I have several tables now created, that are looking good thanks to people from these forums. There is only a slight problem, all the tables appear at the end of chapter, instead of e.g. the end of each section (yes, they are quite big), but that's OK.
My last table has more columns than regular and I was thinking putting it in landscape mode in a separate page. So, I've tried
JoKo wrote:It seems writing my thesis in LaTeX is harder than what I expected, doh! [...]
It cannot be harder then writing it with a word processor.
JoKo wrote:[...] I have several tables now created, that are looking good thanks to people from these forums. There is only a slight problem, all the tables appear at the end of chapter, instead of e.g. the end of each section (yes, they are quite big), but that's OK. [...]
Float placement is a very sensible matter. It depends on the rigtht placement parameters for the float environments. From my experience the following works best.
If the parameters alone don't help, you can insert a \clearpage (or \cleardoublepage) command right after the float environment. If you want to prevent floating of your tables completely, you can try the \captionof command from the caption package.
JoKo wrote:My last table has more columns than regular and I was thinking putting it in landscape mode in a separate page. [...]
Perhaps the sidewaystable environment that comes with the rotating package is better in this case.
Note that a table typeset in this environment will open a new page and occupy it completely with any text. Moreover it will be printed where declared in the source.
Sidewaystable table was what I was looking for, thanks.
The problem with the order of the table persists, though. Now it's even worse, since referring to my last 2 tables creates ?? instead of proper numbers and links.

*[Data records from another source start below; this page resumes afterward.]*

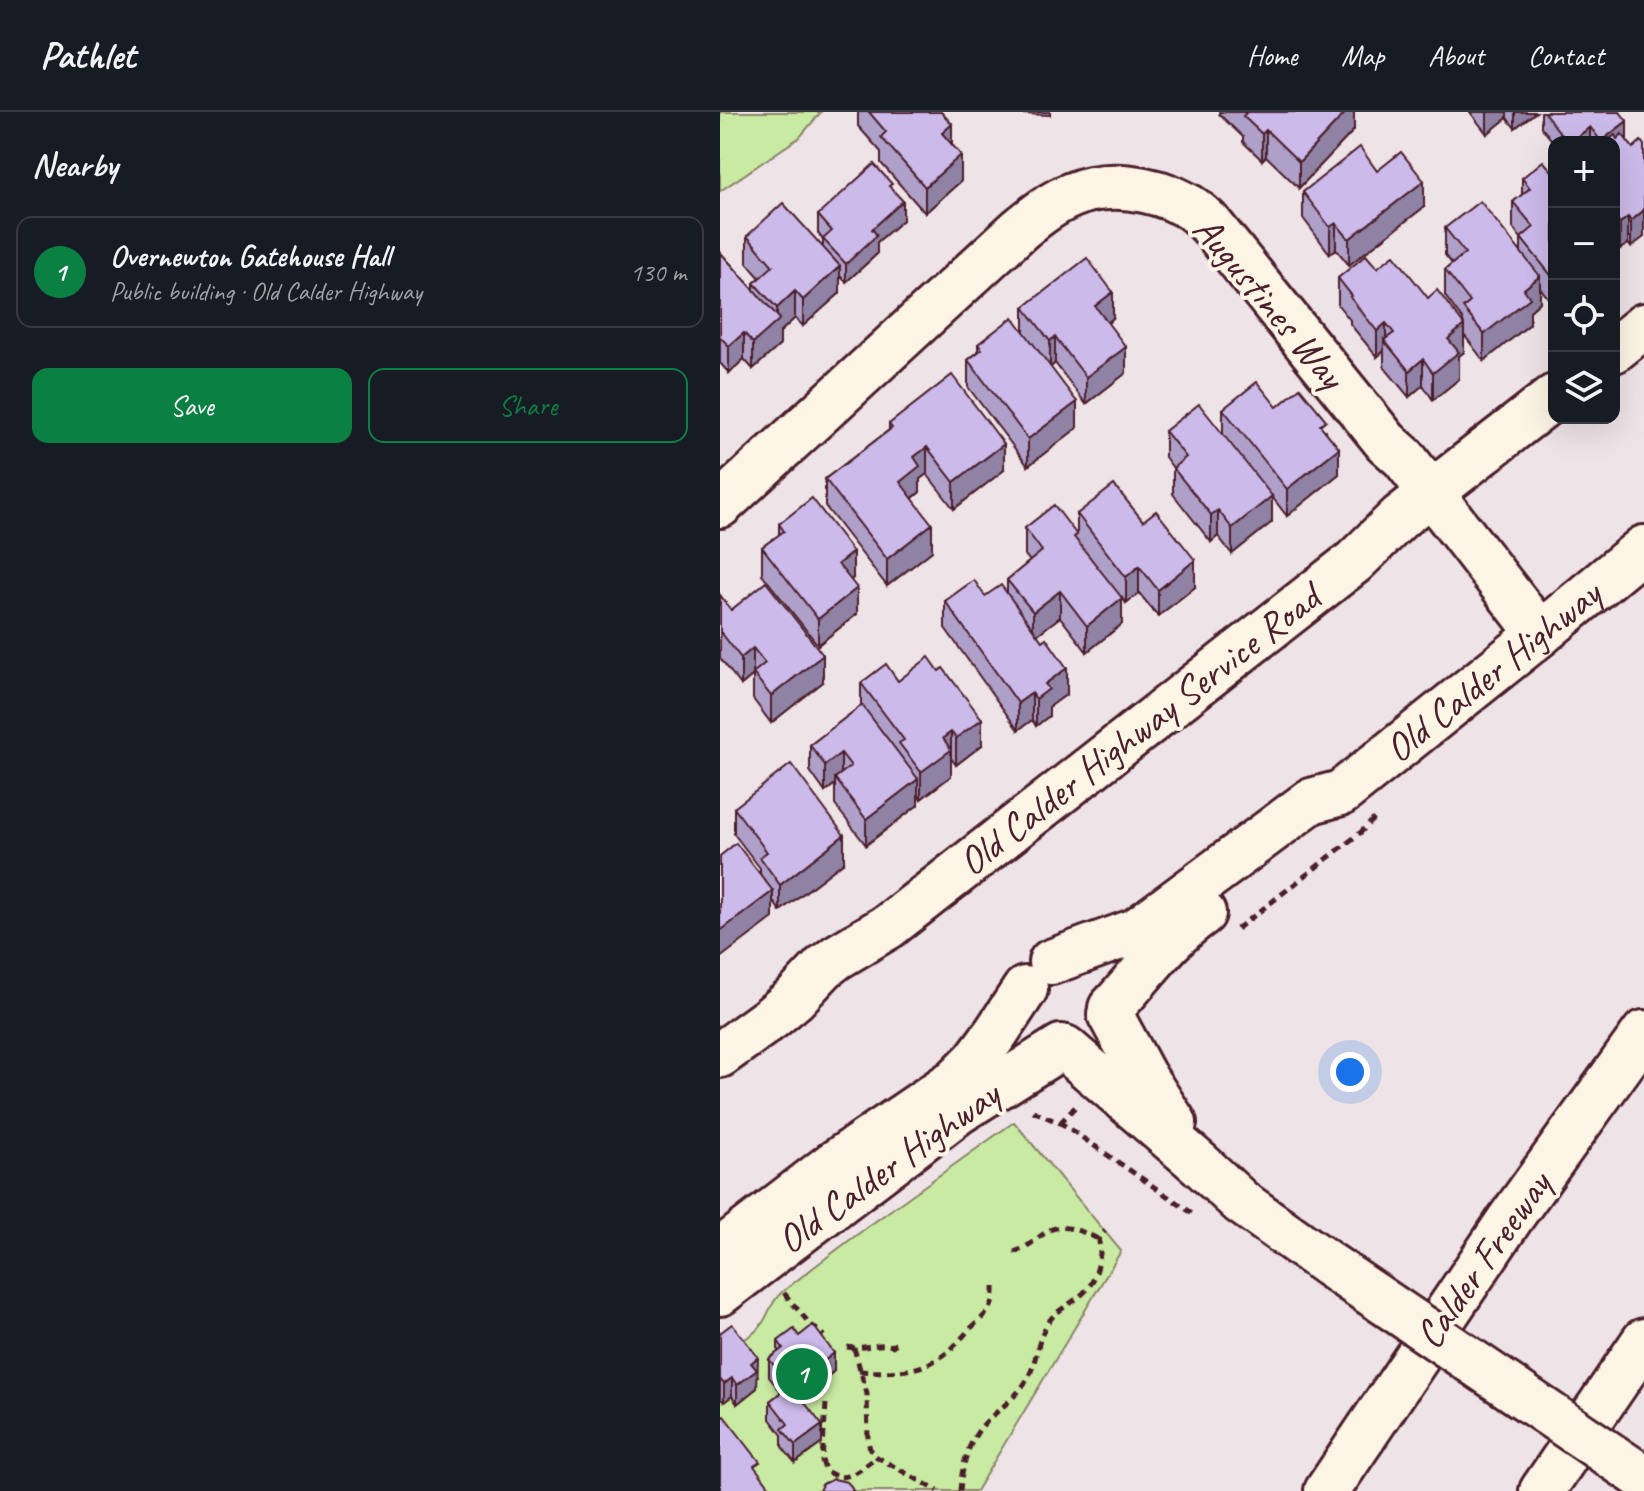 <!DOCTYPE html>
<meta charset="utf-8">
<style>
:root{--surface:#171b24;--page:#242831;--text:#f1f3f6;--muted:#9ea1a6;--line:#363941;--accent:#0b8043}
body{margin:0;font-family:Caveat,sans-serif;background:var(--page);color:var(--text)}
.controls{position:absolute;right:24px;top:24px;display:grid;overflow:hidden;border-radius:16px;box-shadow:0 8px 32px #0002}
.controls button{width:72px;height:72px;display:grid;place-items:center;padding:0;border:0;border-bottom:2px solid var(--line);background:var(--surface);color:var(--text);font:40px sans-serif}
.you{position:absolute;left:630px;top:960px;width:28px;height:28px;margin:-20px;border:6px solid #fff;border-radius:50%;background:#1a73e8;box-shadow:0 0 0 12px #1a73e833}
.badge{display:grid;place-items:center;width:52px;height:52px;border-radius:50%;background:var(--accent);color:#fff;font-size:26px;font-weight:700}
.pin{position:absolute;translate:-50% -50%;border:4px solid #fff;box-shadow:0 2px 8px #0006}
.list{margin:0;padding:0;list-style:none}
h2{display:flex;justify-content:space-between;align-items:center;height:104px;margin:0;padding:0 32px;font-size:34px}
h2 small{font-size:26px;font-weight:400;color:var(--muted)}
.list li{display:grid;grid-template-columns:52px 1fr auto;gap:24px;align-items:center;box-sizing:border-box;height:112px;margin:0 16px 16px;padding:0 16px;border:2px solid var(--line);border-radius:16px}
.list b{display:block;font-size:30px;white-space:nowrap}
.list p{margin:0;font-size:26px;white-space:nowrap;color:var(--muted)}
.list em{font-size:26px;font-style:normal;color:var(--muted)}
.actions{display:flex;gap:16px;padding:24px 32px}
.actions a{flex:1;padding:18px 0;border:2px solid var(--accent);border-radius:16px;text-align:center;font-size:28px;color:var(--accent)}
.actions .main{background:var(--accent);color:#fff}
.icon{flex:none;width:44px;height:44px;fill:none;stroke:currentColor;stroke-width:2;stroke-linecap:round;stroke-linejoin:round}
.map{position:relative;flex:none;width:924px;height:1379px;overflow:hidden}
header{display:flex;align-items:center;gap:48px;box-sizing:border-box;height:112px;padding:0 40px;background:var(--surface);border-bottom:2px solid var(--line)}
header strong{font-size:38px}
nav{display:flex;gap:44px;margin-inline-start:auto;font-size:28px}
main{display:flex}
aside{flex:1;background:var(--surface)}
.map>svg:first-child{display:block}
</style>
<header>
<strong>Pathlet</strong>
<nav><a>Home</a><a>Map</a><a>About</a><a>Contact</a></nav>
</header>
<main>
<aside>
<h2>Nearby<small></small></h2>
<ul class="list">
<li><span class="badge">1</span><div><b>Overnewton Gatehouse Hall</b><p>Public building · Old Calder Highway</p></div><em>130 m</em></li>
</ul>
<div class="actions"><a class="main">Save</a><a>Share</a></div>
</aside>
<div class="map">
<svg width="924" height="1379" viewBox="0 0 924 1379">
<rect width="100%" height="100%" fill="#eee3e7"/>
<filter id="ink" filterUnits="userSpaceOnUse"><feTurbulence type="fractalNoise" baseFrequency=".0125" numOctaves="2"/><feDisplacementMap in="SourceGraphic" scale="16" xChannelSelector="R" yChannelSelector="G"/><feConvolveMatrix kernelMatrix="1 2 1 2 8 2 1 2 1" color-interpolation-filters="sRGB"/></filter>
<g filter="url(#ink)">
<g fill="#c8eaa2" stroke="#898466" stroke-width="2">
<path d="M0,0H101L80,25L0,79Z"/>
<path d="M294,1010L401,1139L256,1379H47L0,1319V1236C19,1231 35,1225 45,1207C50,1198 53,1188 61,1181C136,1121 216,1066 294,1010Z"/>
</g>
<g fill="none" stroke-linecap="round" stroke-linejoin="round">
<g stroke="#4a1f2b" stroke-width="50">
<g id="minor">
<path d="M894,238L924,214"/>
<path d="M0,393L300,117C316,104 332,91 352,83C387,68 433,75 466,93C475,97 483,106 490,112L666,330L684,346L820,522"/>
<path d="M390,902L423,963L454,1011"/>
<path d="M345,936L481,1053L521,1090L608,1152"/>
<path d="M0,943L51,906L75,886L104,855L117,845L169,814L634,450L680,405L834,285"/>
</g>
</g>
<g stroke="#4a1f2b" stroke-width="50">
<g id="major">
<path id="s1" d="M331,850L416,819L591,689L621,681L820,522L924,436"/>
<path d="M391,896C422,864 446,827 483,801"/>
<path d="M0,1139L113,1052L235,969L256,948L276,921L305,877"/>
<path d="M0,1181L238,1000L341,935"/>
</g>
</g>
<g stroke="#4a1f2b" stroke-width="50">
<g id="highway">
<path d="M607,1379L790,1107L924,921"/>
<path d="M822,1379L924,1229"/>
</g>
</g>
<g stroke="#4a1f2b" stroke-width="5" stroke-dasharray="8 6" stroke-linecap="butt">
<path d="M517,817L640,721L658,703"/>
<path d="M313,999L344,1013L472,1101"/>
<path d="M340,1011L356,994"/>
<path d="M294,1140C310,1135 315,1127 328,1119C342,1110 364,1120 378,1127"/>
<path d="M64,1181L89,1211L104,1224"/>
<path d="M127,1235C142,1238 158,1230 172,1234L177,1231"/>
<path d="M134,1236L147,1282L148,1329L150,1337L157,1345L218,1379"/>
<path d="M139,1259C173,1261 202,1261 229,1239C237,1232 244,1223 251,1216C267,1201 275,1197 274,1174"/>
<path d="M106,1292L102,1348L105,1358C126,1374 139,1358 157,1345"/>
<path d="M240,1379C242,1353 249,1324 270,1306C282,1295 296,1285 305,1271C318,1252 315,1228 330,1208C340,1195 358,1189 368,1176C375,1168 379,1152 380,1141C380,1131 376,1127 385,1119"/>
</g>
<use href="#minor" stroke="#fcf5e5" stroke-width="44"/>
<use href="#major" stroke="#fcf5e5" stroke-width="44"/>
<use href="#highway" stroke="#fcf5e5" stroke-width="44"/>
<g stroke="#4a1f2b" stroke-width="50" stroke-linecap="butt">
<path id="minor-bridge" d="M608,1152L924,1366"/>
</g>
<use href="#minor-bridge" stroke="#fcf5e5" stroke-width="44"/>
</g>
<g fill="#afa0ca" stroke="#4a1f2b" stroke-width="2">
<path d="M138,0H221L232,32L241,69L205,101L161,51V40L138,14Z"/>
<path d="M302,0H330V3L302,2Z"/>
<path d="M499,0H634V18L579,76L546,44L542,48L523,30V25L499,2Z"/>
<path d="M750,0H816L795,16L787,6L767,22Z"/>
<path d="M821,0H900L907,28H906L913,36L911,135L908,132L900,137L894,129V30H834V31L821,15Z"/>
<path d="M657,59L704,95L629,153L616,137L610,142L583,106V80Z"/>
<path d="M834,59V193L820,176V190L810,199V212L764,249L744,223V240L739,244V267L713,288L703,273L689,285L664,255V239L657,245L630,212V208L618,193V166L657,156L708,186L743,212V208L725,184V158L732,152L725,143V116L801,140V126L793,116V90L802,83V66Z"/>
<path d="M172,77L183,108L157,130V142L126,170L120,164V181L83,214L75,206L60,220V233L33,257L24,247L9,261L0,251V140L34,178V171L40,166L27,151V124L103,135V128L98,121V103Z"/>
<path d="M304,195L393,206L388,211L406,261L366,292L335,251L330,255L357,316L308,354L248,275V248L258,240V232L304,220Z"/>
<path d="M557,295L606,319L619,362L567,404L552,385V410L512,442L498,424L491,430L453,382V356L445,345V319L503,322V297Z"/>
<path d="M169,312L284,358L234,397L207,362L200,367V380L192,387L212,439L167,474L105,394V367L169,318Z"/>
<path d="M357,402L475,475L438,504L419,481L406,491L402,486V512L367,540L340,505L317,522L347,582L329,595V604L316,614L312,608L298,618L225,516V489L287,481V468L310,449L305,443V416L357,422Z"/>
<path d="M59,412L133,466L131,468L137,502L98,533L42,462V435L59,423Z"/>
<path d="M0,483L11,498L103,570L51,611L33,587V563L21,573L0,546Z"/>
<path d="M178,569L262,633L236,653L231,646V664L201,687L198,683V693L146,733L115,693V672L105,680L90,659V633L141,594V571Z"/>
<path d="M14,696L124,750L60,799L53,789V806L40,762V756L14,722Z"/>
<path d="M0,1221L38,1264L37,1265V1276L17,1292L12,1284L4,1290L0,1286Z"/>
<path d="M79,1224L114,1259L107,1265V1270L84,1288L81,1285L102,1331L75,1351L62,1335V1323L50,1307V1289L61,1280L49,1265V1247L58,1240V1229Z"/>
</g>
<g fill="#8f82a4" stroke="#4a1f2b" stroke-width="2">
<path d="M626,0H634V18L579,76V50Z"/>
<path d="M767,0H787V6L767,22Z"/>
<path d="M795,0H816L795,16Z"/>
<path d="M907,9V28L894,38V30H881Z"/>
<path d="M232,12V39L222,21Z"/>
<path d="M870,15V30H851Z"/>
<path d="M546,18V44L542,48V22Z"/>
<path d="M241,43V69L205,101V75Z"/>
<path d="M704,69V95L629,153V127Z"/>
<path d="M183,89V108L157,130V142L126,170V152L152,117Z"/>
<path d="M924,98V125L911,135V109Z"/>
<path d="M908,105V132L900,137V111Z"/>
<path d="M616,111V137L610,142V115Z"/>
<path d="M120,154V181L83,214V188Z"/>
<path d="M820,164V190L810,199V212L764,249V222L804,177Z"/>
<path d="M75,179V206L60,220V233L33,257V231L57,209V196Z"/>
<path d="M393,180V206L375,220V194Z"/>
<path d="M666,211V231L664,228V239L657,245V219Z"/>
<path d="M744,213V240L739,244V267L713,288V261L728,227Z"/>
<path d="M24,221V247L9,261V234Z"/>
<path d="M335,225V251L330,256V229Z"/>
<path d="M406,235V261L366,292V265Z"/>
<path d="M703,247V273L689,285V259Z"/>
<path d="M357,290V316L308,354V327Z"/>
<path d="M284,332V358L234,397V370Z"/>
<path d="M207,335V362L200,367V380L180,396V370L194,345Z"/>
<path d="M619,336V362L567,404V377Z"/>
<path d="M552,384V410L512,442V416Z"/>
<path d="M498,398V424L491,430V403Z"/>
<path d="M212,412V439L167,474V447Z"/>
<path d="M133,440V466L118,478V452Z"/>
<path d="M475,448V475L438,504V478Z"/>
<path d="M419,454V481L406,491V465Z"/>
<path d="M137,476V502L98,533V507Z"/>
<path d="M340,479V505L313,526V500Z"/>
<path d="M402,486V512L367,540V514Z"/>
<path d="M33,536V563L21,573V546Z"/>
<path d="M103,543V570L51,611V584Z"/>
<path d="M347,556V582L329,595V604L316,614V587L325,572Z"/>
<path d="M312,581V608L298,618V591Z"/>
<path d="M262,607V633L236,653V626Z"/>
<path d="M231,620V664L201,687V660L223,626Z"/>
<path d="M121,641V668L115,666V672L105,680V653Z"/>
<path d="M198,667V693L146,733V707Z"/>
<path d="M124,723V750L60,799V773Z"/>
<path d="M53,779V806L0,846V819Z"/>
<path d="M114,1241V1259L107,1265V1270L84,1288V1270L104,1249Z"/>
<path d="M38,1245L37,1276L17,1292V1273L31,1251Z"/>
<path d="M12,1266V1284L4,1290V1272Z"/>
<path d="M81,1266V1285L71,1293V1275Z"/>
<path d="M102,1313V1331L75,1351V1333Z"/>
</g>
<g fill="#ccbaeb" stroke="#4a1f2b" stroke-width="2">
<path d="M149,0H221L232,12L222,21L241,43L205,75L161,25L166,20Z"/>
<path d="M525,0H626L579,50L546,18L542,22L523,4L526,1Z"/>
<path d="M824,0H900L907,9L881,29L870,15L851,30H847Z"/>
<path d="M902,22L913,36L921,29L924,33V98L911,109L908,105L900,111L894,103V30H886L895,23L897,27Z"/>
<path d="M640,35L657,59L681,40L704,69L629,127L616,111L610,115L583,80Z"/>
<path d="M823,49L833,60L834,59V167L801,126L814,115L793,90L810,76L802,66Z"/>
<path d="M154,52L172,72L169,74L183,89L152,117L157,123L126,152L103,127L112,119L98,103Z"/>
<path d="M760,89L820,164L804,177L810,186L764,222L743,196L750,190L725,158L745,141L725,116Z"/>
<path d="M63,91L120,154L83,188L75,179L57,196L34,171L53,154L27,124Z"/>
<path d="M0,140L60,207L33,231L24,221L9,234L0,225Z"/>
<path d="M646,143L657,156L674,143L708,186L717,178L744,213L728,227L739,240L713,261L703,247L689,259L664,228L674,221L666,211L657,219L630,185L632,184L618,166Z"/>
<path d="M367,146L393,180L375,194L406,235L366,265L335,225L330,229L304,195Z"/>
<path d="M293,205L357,290L308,327L248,248L262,237L258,232Z"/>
<path d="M232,263L284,332L234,370L207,335L194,345L200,354L180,370L212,412L167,447L105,367L172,316L169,312Z"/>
<path d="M537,270L557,295L580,276L606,308L600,313L619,336L567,377L503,297Z"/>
<path d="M479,292L552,384L512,416L498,398L491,403L453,356L466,345L445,319Z"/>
<path d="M394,373L423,409L436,399L475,448L438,478L419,454L406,465L357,402Z"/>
<path d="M92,386L133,440L118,452L137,476L98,507L42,435L64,419L59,412Z"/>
<path d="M334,393L357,423L354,425L402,486L367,514L340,479L313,500L287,468L322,439L305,416Z"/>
<path d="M254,468L265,484L281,473L322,529L326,526L347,556L325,572L329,577L316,587L312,581L298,591L225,489Z"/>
<path d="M46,470L103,543L51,584L33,561L45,551L33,536L21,546L0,519V483L11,498Z"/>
<path d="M209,545L219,559L223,556L262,607L236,626L231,620L223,626L231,638L201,660L179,631L184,628L141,571L166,552L178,569Z"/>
<path d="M142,593L198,667L146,707L115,666L131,654L121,641L105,653L90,633Z"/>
<path d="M71,652L124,723L60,773L40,745L47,740L14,696Z"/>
<path d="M16,731L53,779L0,819V744Z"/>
<path d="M12,1212L38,1245L31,1251L37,1258L17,1273L12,1266L4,1272L0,1267V1221Z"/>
<path d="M93,1213L114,1241L104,1249L107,1252L84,1270L81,1266L71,1275L49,1247L63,1236L58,1229L74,1217L79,1224Z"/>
<path d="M75,1278L102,1313L75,1333L62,1317L68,1312L50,1289L63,1279L68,1285Z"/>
<path d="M4,1304L40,1350L34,1354L53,1379H0V1307Z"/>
<path d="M114,1367L127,1370L131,1374L133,1379H99L102,1372Z"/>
</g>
</g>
<g text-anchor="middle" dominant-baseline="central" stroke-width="8" stroke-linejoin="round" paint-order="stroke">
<g font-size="40" fill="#4a1f2b" stroke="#fcf5e5">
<text transform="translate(549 190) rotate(50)">Augustines Way</text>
<text stroke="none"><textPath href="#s1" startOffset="534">Old Calder Highway</textPath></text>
<text transform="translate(419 618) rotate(-38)">Old Calder Highway Service Road</text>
<text transform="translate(168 1055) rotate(-36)">Old Calder Highway</text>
<text transform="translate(763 1148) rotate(-55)">Calder Freeway</text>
</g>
</g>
</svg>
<div class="controls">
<button>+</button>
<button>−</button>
<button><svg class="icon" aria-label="locate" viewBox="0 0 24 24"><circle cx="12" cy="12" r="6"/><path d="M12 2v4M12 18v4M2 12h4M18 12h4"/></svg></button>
<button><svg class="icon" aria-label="layers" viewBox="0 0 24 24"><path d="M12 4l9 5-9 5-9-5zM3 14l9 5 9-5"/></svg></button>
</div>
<div class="you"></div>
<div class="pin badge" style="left:82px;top:1262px">1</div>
</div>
</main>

As I said before, my very first table is very big and goes at the end of the chapter (no matter what I do, caption/captionof/clearpage/cleardoublepage) and the other tables follow it.
(If you think I should create a new topic describing this problem with more explanations, please tell me so).
Your initial table is probably too large to ever get placed with running text above or below it, thus it has to go to a separate page, and its first opportunity for this is at the end of each chapter. Also, the order of tables is kept, so that all other tables are pushed as well.
What you should do, is to enforce that this separate page with your table occurs as soon as possible. Include \usepackage{afterpage} in your preamble, and write \afterpage{\clearpage} right after your table. Then there will be a separate page for your table as soon as the current page has been filled.